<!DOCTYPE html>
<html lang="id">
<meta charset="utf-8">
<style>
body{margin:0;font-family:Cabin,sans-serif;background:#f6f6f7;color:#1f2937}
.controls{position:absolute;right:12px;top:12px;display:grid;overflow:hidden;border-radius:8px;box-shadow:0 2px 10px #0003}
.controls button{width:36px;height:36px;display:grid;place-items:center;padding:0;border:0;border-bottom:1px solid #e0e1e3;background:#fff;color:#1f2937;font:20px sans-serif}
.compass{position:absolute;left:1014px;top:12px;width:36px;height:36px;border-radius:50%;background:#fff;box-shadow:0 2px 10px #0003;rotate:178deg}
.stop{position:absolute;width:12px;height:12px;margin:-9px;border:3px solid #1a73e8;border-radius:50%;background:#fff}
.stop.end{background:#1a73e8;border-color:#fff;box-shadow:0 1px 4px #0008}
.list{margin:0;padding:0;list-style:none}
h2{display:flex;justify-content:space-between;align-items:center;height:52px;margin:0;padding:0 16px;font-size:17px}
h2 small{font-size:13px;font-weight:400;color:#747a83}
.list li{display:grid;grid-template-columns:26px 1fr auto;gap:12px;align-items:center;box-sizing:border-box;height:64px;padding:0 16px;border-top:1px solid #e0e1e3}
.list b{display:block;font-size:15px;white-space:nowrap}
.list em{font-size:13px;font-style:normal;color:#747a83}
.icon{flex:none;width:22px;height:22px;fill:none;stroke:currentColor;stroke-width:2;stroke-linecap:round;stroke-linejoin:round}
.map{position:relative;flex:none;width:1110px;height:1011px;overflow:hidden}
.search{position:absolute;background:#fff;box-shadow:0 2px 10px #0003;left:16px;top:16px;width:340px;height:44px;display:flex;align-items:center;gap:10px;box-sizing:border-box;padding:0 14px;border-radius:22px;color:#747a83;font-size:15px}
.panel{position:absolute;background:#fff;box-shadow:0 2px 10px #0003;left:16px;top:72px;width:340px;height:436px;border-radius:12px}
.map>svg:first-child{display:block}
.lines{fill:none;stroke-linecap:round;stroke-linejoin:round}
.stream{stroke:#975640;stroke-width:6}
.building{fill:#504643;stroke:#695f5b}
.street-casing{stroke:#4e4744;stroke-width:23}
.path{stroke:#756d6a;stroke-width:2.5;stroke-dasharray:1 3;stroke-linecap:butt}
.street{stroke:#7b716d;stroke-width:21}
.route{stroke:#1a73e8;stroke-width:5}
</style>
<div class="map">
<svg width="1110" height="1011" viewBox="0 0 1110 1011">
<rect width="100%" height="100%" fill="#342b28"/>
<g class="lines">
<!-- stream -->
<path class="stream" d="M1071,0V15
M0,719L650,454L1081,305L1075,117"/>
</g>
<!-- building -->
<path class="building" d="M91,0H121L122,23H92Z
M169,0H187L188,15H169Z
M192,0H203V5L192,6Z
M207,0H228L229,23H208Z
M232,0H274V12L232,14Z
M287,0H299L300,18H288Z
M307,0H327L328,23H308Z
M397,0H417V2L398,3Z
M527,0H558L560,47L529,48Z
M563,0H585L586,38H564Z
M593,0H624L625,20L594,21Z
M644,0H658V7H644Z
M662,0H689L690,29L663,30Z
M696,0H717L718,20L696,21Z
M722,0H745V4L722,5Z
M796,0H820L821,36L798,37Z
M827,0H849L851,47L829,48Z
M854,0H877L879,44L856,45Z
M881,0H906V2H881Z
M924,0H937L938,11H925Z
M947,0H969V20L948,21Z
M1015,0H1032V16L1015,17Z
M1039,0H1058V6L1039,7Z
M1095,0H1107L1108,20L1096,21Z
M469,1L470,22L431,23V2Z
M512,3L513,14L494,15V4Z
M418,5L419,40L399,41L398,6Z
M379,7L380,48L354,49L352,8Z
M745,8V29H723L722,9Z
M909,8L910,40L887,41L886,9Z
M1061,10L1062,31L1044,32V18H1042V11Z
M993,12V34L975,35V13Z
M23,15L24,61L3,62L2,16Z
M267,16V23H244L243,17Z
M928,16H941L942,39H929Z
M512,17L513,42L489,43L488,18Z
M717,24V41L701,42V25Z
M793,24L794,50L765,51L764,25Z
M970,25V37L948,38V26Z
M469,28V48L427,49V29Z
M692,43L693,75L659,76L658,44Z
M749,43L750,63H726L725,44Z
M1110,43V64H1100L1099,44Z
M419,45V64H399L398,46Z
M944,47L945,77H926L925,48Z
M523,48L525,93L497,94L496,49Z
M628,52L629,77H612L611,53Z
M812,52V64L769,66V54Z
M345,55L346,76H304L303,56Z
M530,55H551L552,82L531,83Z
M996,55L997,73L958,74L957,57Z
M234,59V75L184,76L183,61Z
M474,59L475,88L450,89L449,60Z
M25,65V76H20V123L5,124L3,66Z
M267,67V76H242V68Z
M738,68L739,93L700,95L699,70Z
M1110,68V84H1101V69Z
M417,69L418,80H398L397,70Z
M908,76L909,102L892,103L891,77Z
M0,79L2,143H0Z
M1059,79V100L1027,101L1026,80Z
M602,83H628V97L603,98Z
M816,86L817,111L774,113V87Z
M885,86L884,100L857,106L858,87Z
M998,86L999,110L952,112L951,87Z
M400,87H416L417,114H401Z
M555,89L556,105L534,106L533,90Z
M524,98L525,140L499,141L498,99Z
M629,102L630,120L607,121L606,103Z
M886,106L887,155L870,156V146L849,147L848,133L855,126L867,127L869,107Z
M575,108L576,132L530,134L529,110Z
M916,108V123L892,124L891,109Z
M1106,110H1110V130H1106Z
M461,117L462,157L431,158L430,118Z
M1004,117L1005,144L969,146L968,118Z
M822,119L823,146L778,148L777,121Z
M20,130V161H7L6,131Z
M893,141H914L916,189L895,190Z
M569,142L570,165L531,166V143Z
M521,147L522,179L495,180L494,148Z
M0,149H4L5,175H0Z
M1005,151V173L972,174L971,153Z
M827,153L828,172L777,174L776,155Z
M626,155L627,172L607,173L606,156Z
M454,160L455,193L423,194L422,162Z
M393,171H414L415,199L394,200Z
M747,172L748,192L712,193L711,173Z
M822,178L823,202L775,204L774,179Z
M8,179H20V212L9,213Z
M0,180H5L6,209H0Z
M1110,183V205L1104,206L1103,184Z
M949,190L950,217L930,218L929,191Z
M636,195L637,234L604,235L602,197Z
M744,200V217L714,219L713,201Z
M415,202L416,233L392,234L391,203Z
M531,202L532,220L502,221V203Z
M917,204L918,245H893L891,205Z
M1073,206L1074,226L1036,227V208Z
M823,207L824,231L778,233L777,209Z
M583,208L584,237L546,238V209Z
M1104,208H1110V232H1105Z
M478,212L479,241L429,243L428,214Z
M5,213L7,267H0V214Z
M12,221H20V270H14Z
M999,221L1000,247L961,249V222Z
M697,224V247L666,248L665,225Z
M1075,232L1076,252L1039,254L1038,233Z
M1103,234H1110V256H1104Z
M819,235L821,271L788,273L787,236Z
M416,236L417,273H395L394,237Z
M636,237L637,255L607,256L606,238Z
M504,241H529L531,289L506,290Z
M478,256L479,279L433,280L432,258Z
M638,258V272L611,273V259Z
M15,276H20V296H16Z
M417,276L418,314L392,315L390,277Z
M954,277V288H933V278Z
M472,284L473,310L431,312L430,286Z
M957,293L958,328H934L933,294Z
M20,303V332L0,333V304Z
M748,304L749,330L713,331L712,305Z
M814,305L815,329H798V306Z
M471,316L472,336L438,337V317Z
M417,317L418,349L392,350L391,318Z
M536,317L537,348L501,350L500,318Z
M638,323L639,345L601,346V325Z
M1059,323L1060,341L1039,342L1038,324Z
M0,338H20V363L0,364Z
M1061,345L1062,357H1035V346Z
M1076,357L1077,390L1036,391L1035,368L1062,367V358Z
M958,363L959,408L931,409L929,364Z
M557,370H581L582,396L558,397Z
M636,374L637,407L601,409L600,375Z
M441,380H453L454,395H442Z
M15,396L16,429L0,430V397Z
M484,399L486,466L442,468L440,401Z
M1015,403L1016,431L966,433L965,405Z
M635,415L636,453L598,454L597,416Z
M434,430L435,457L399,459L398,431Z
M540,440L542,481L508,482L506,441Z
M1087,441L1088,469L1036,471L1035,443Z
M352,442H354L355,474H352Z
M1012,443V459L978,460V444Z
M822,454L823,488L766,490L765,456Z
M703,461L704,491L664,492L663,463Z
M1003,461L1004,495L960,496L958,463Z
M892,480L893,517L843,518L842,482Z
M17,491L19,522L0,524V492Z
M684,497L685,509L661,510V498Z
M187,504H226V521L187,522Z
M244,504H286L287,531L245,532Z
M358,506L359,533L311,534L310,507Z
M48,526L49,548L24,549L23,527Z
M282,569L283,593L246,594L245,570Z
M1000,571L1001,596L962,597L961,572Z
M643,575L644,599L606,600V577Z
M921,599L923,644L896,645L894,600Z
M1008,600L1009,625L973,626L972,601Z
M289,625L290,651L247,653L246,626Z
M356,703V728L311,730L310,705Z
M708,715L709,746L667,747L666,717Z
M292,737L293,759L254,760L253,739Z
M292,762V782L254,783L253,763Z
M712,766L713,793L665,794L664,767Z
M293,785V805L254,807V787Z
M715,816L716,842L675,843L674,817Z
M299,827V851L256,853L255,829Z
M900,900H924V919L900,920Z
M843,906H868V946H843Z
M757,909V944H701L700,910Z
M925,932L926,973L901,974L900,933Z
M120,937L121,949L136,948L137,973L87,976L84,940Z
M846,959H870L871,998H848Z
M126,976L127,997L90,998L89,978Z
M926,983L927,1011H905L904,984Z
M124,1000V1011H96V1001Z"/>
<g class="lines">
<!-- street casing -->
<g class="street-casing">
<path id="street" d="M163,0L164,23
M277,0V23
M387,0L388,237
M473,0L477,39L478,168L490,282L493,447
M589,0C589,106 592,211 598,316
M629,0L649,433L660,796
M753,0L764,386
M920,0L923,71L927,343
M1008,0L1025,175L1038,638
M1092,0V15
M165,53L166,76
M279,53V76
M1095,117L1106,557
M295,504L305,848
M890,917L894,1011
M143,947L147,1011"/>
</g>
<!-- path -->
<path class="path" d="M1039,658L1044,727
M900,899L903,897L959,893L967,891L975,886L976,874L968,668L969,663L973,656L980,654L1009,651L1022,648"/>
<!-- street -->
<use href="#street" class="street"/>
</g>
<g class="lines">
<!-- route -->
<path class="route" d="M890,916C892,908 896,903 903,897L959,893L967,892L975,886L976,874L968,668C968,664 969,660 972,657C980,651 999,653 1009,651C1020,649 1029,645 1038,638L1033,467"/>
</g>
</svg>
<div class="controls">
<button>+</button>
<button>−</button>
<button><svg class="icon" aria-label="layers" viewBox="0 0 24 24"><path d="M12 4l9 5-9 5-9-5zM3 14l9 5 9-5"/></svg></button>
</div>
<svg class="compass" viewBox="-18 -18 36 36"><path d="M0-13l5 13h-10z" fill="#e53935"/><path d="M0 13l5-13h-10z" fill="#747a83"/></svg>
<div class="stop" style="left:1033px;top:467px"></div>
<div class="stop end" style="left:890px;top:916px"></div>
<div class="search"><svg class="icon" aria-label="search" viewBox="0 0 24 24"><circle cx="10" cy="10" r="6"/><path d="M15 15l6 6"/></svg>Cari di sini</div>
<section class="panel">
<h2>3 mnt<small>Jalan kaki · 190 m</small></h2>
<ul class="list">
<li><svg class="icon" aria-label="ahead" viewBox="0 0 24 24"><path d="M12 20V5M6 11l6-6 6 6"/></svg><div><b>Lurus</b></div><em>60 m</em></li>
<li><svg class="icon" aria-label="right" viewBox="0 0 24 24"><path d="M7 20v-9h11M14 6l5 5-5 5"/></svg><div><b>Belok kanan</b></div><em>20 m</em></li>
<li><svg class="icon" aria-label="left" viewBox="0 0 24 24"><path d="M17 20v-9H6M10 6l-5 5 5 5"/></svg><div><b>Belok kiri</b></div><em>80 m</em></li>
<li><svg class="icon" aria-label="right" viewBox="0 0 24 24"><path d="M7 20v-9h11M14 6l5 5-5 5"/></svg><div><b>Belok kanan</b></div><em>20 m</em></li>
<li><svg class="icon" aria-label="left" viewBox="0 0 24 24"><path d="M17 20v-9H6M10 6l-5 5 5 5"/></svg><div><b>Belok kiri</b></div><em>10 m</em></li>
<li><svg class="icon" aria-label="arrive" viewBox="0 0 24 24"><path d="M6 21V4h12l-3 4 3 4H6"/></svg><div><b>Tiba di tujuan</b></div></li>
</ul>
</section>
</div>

Task requirements ->
Count every line of the records that holds "linecap". State the number, nothing else.

Answer box ->
3